(Extracted data entries)
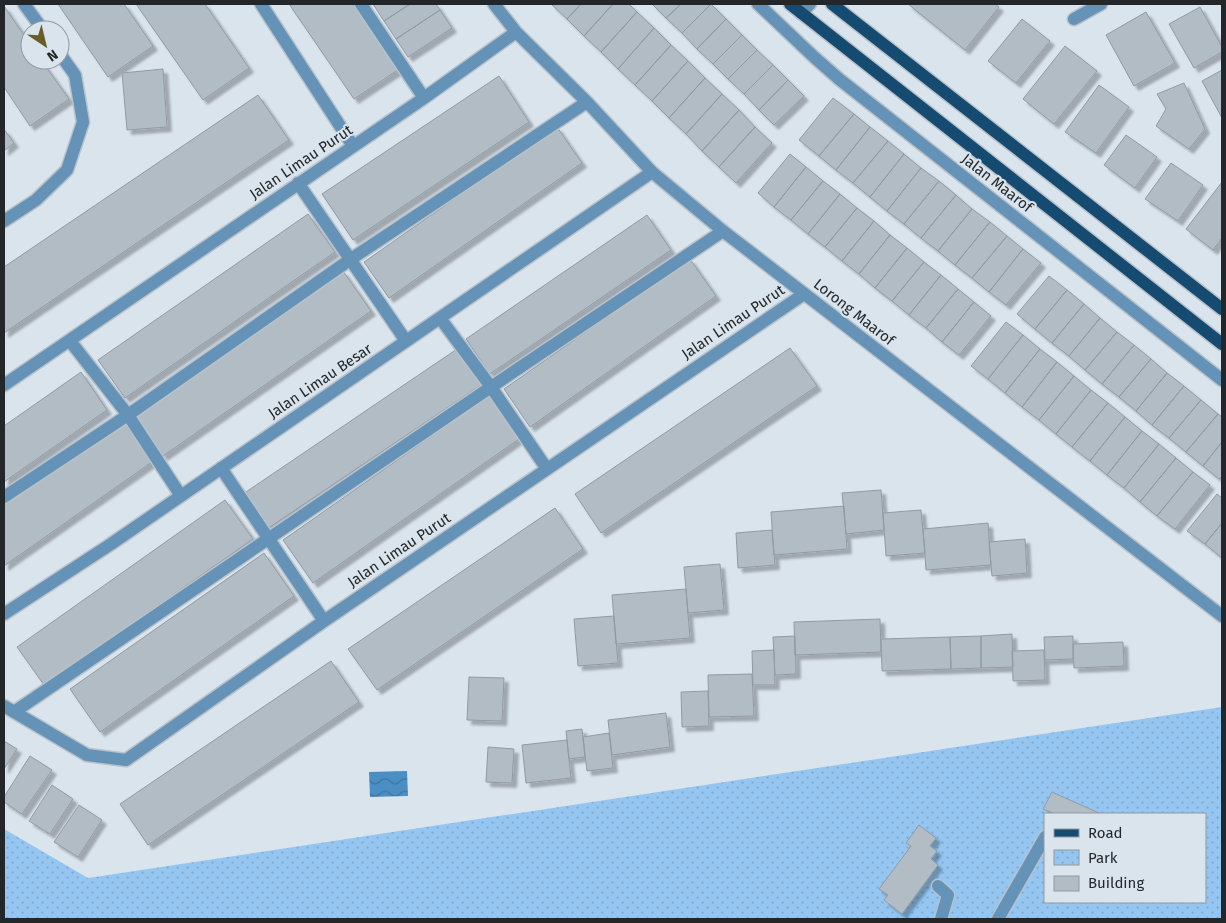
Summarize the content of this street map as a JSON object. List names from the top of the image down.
{
  "streets": {
    "main road": ["Jalan Maarof"],
    "street": ["Jalan Limau Purut", "Lorong Maarof", "Jalan Limau Besar"]
  },
  "crossings": [
    ["Jalan Limau Purut", "Lorong Maarof"],
    ["Lorong Maarof", "Jalan Limau Besar"]
  ],
  "legend": ["Road", "Park", "Building"],
  "north": "bottom right"
}
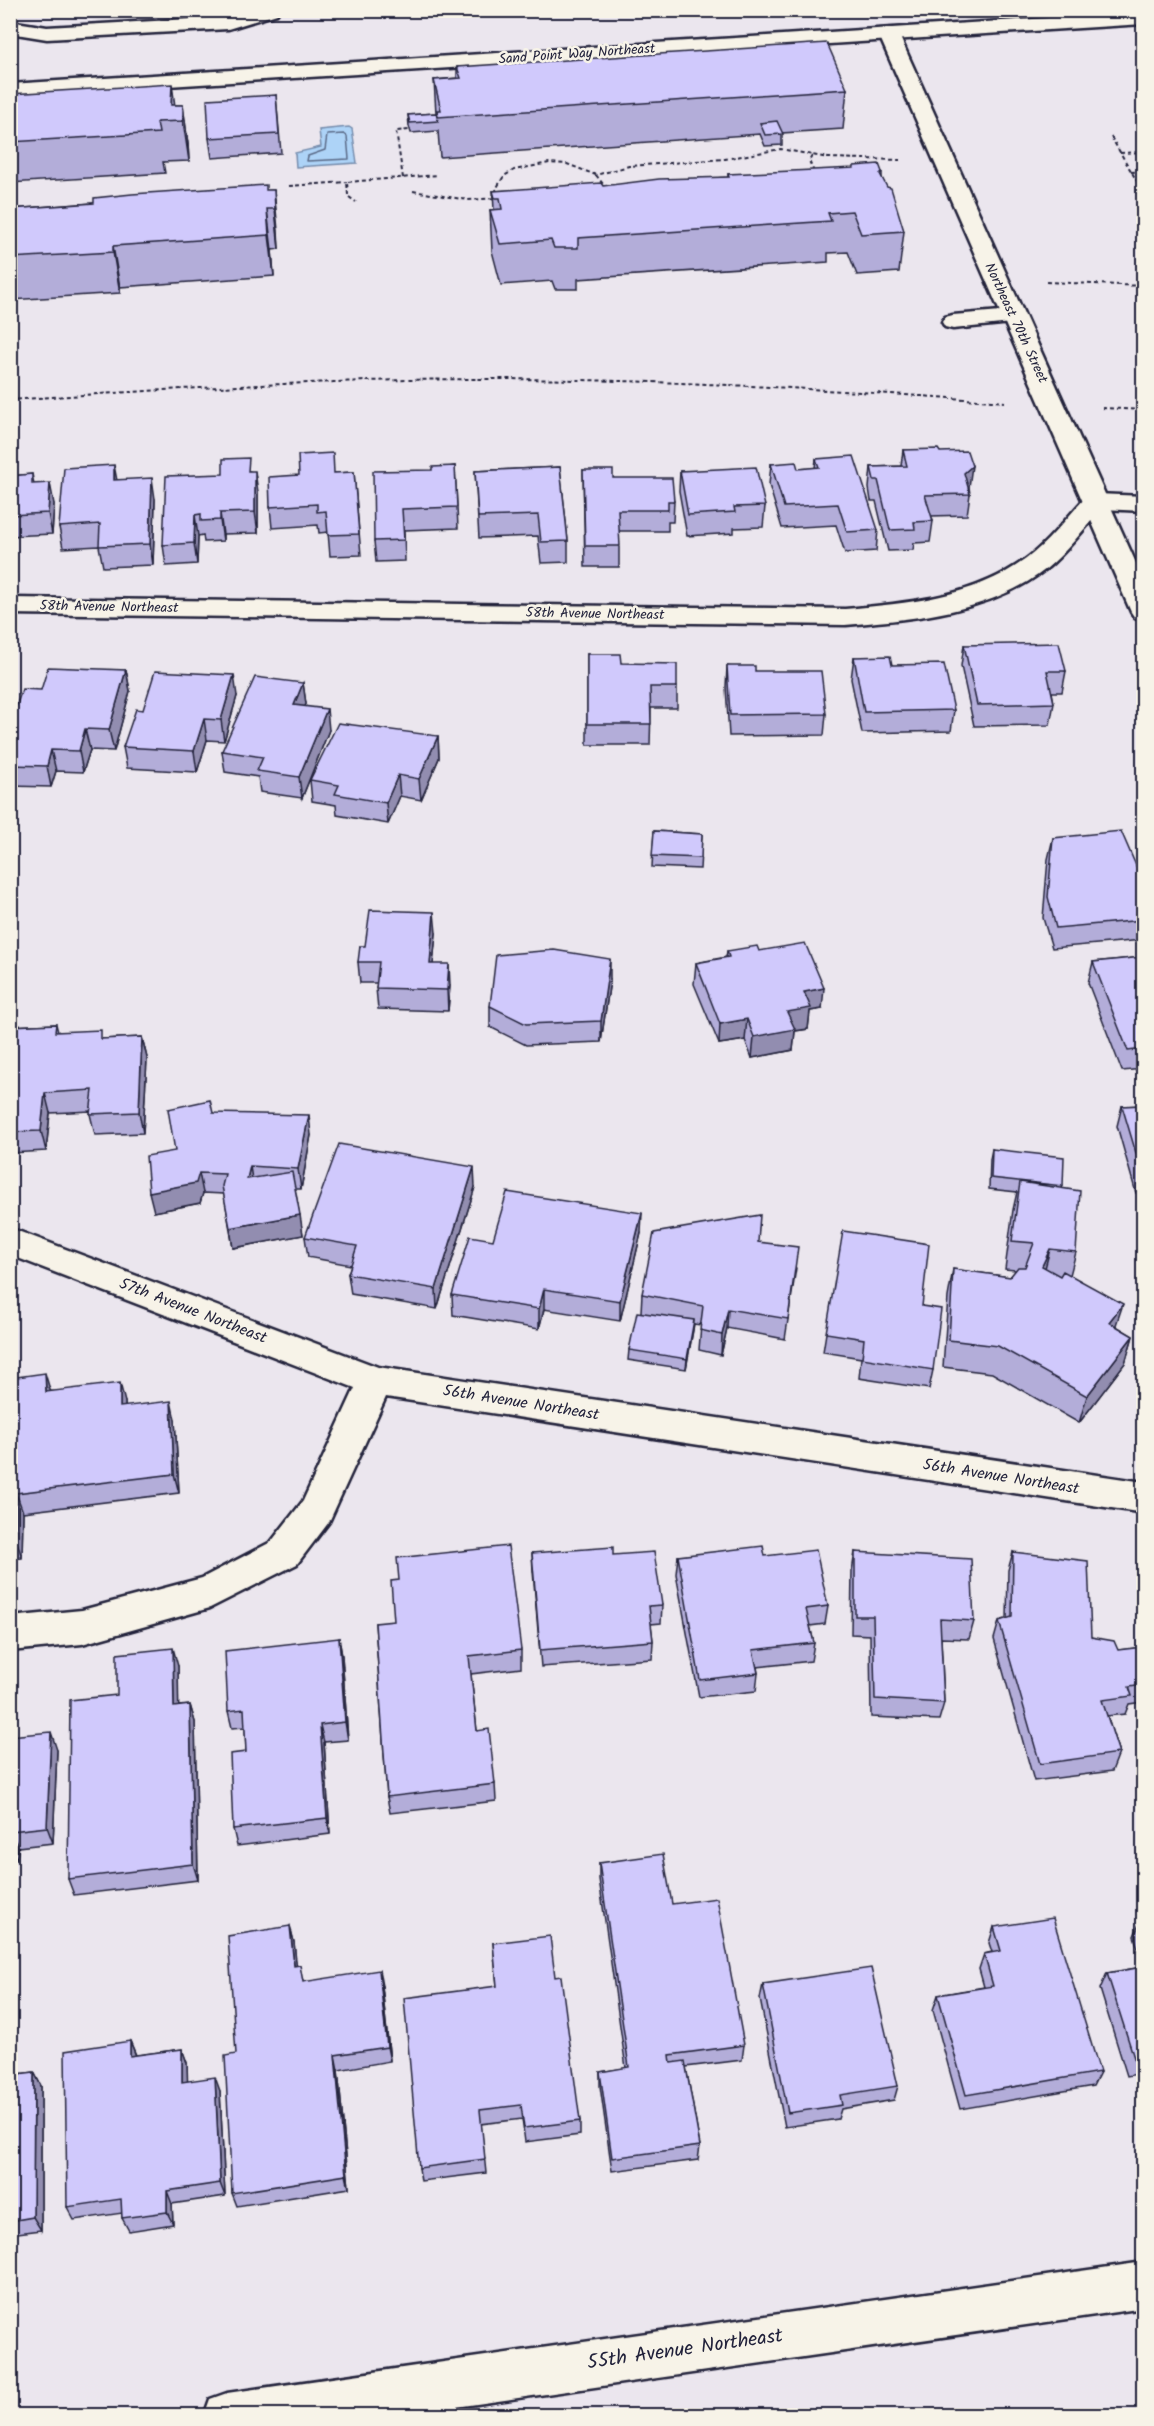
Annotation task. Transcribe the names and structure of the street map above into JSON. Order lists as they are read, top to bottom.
{
  "streets": {
    "main road": [
      "Sand Point Way Northeast",
      "Northeast 70th Street",
      "58th Avenue Northeast",
      "57th Avenue Northeast",
      "56th Avenue Northeast",
      "55th Avenue Northeast"
    ]
  },
  "crossings": [
    ["Sand Point Way Northeast", "Northeast 70th Street"],
    ["Northeast 70th Street", "58th Avenue Northeast"],
    ["57th Avenue Northeast", "56th Avenue Northeast"]
  ]
}
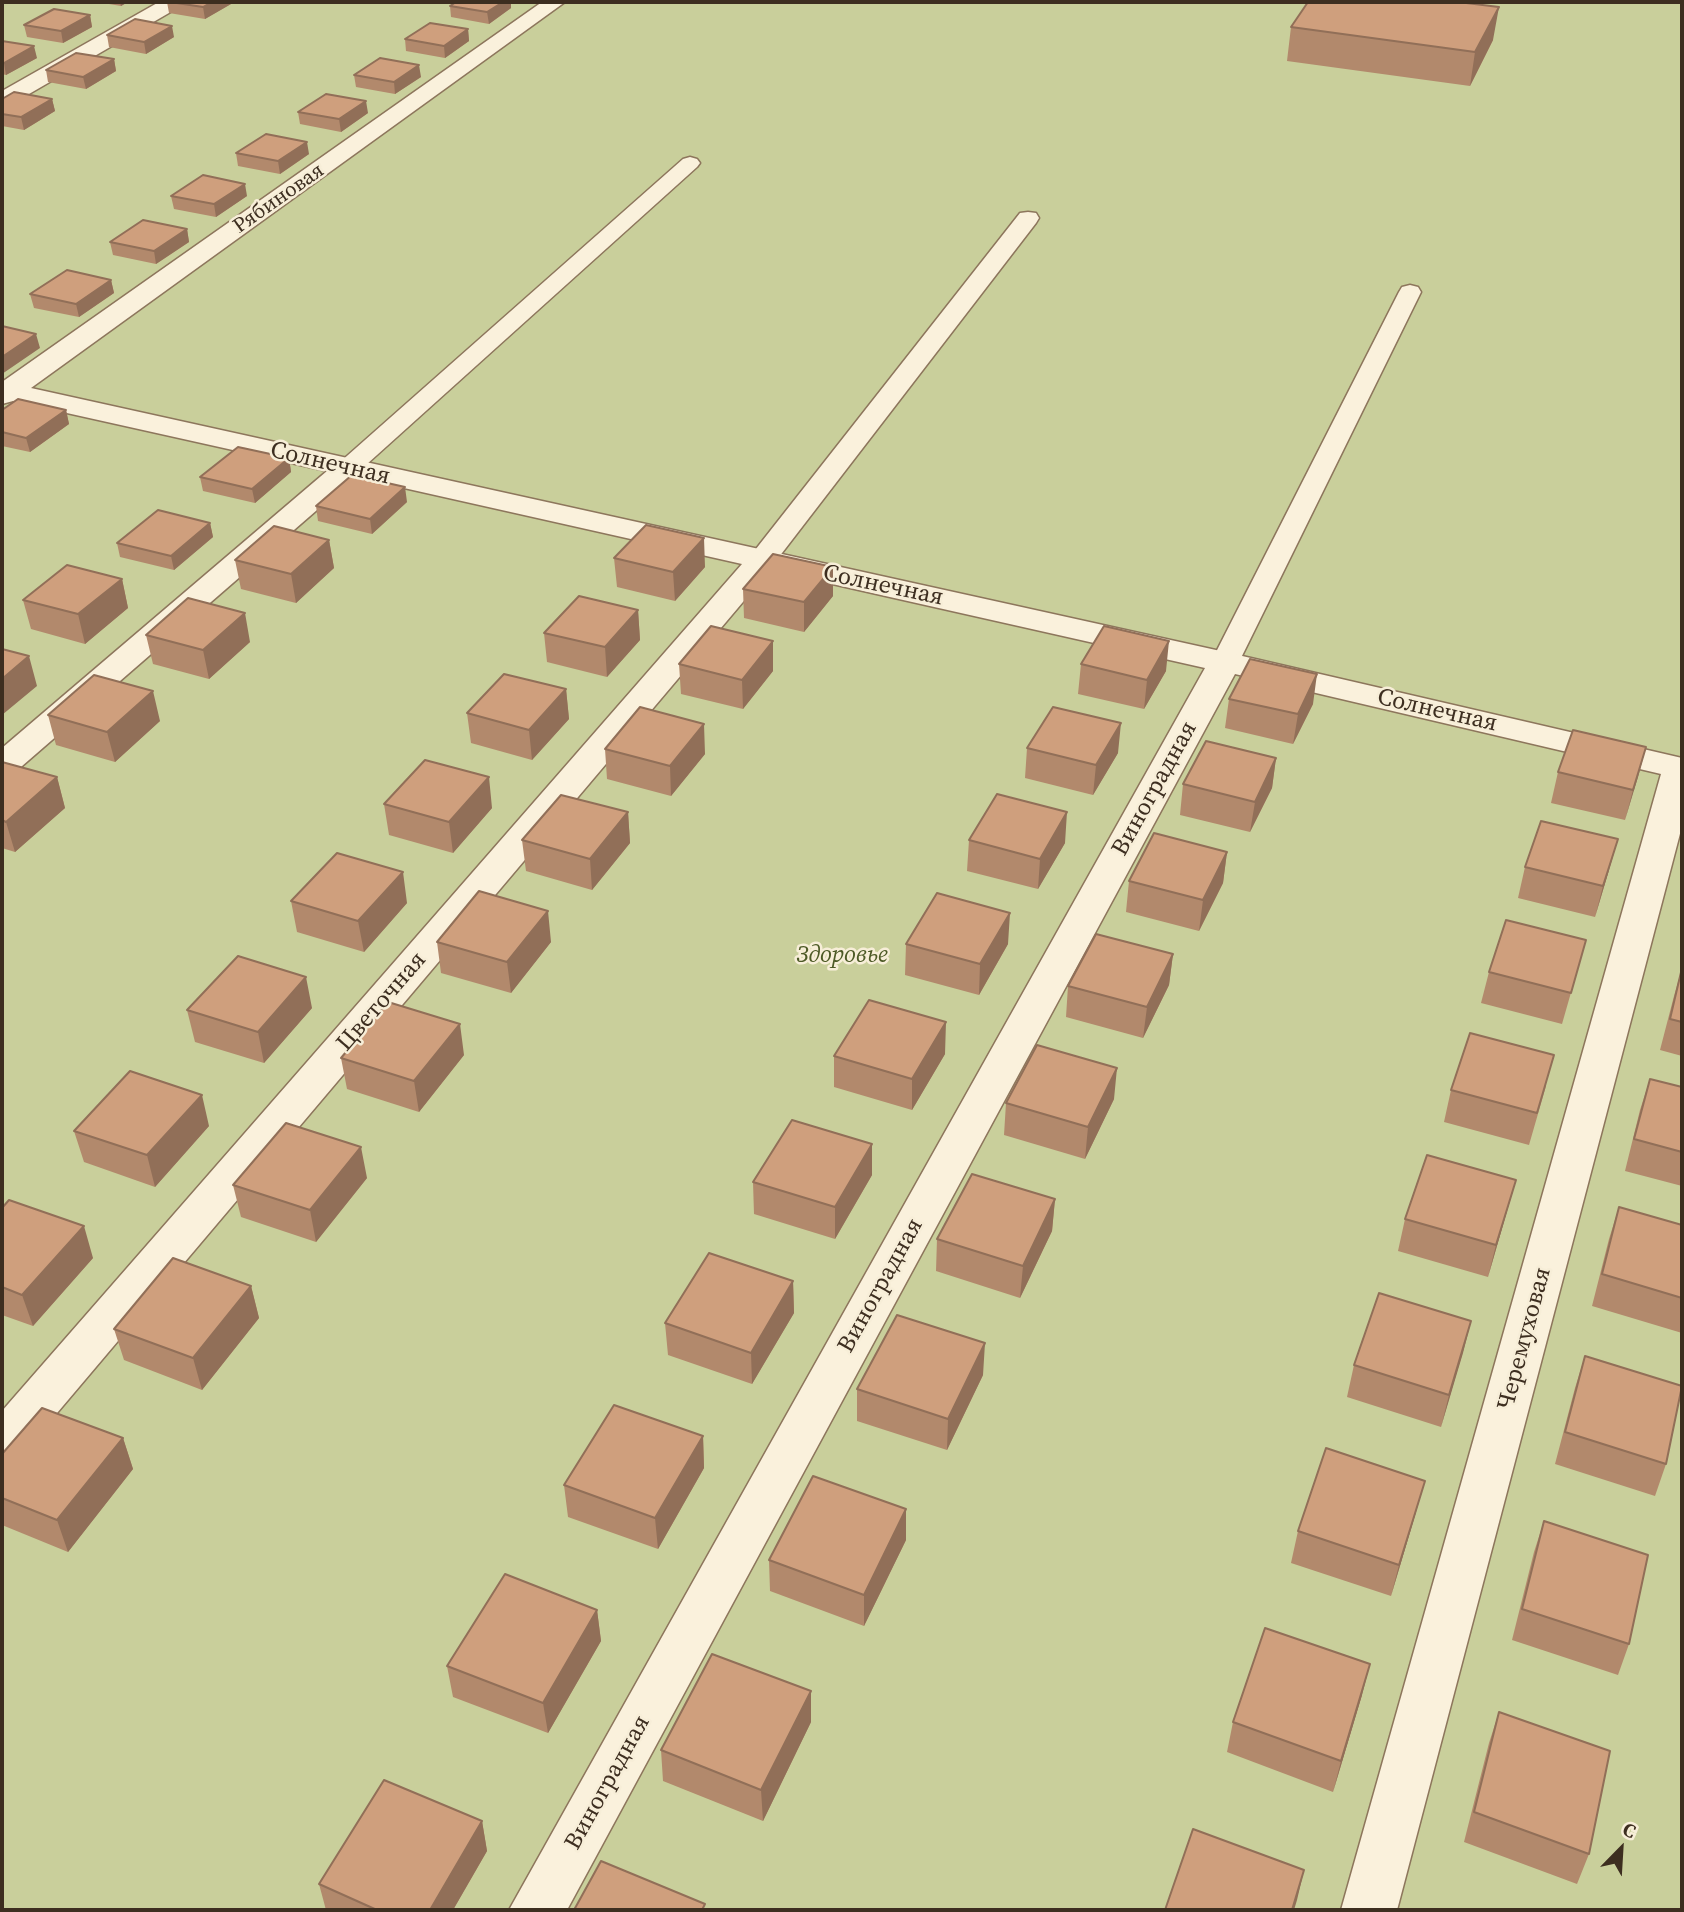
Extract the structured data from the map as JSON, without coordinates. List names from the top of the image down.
{
  "streets": {
    "street": [
      "Рябиновая",
      "Солнечная",
      "Виноградная",
      "Цветочная",
      "Черемуховая"
    ]
  },
  "crossings": [
    ["Рябиновая", "Солнечная"],
    ["Солнечная", "Виноградная"],
    ["Солнечная", "Цветочная"],
    ["Солнечная", "Черемуховая"]
  ],
  "parks": ["Здоровье"],
  "north": "top right"
}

PROBLEM TO WORK ON: Retype every entry exactly as written. Leave the pictures out.

ANSWER FOR THIS EXERCISE:
Summarize the content of this street map as a JSON object. List names from the top of the image down.
{
  "streets": {
    "main road": ["Jalan Maarof"],
    "street": ["Jalan Limau Purut", "Lorong Maarof", "Jalan Limau Besar"]
  },
  "crossings": [
    ["Jalan Limau Purut", "Lorong Maarof"],
    ["Lorong Maarof", "Jalan Limau Besar"]
  ],
  "legend": ["Road", "Park", "Building"],
  "north": "bottom right"
}
Annotation task. Transcribe the names and structure of the street map above into JSON. Order lists as they are read, top to bottom.
{
  "streets": {
    "main road": [
      "Sand Point Way Northeast",
      "Northeast 70th Street",
      "58th Avenue Northeast",
      "57th Avenue Northeast",
      "56th Avenue Northeast",
      "55th Avenue Northeast"
    ]
  },
  "crossings": [
    ["Sand Point Way Northeast", "Northeast 70th Street"],
    ["Northeast 70th Street", "58th Avenue Northeast"],
    ["57th Avenue Northeast", "56th Avenue Northeast"]
  ]
}
Extract the structured data from the map as JSON, without coordinates. List names from the top of the image down.
{
  "streets": {
    "street": [
      "Рябиновая",
      "Солнечная",
      "Виноградная",
      "Цветочная",
      "Черемуховая"
    ]
  },
  "crossings": [
    ["Рябиновая", "Солнечная"],
    ["Солнечная", "Виноградная"],
    ["Солнечная", "Цветочная"],
    ["Солнечная", "Черемуховая"]
  ],
  "parks": ["Здоровье"],
  "north": "top right"
}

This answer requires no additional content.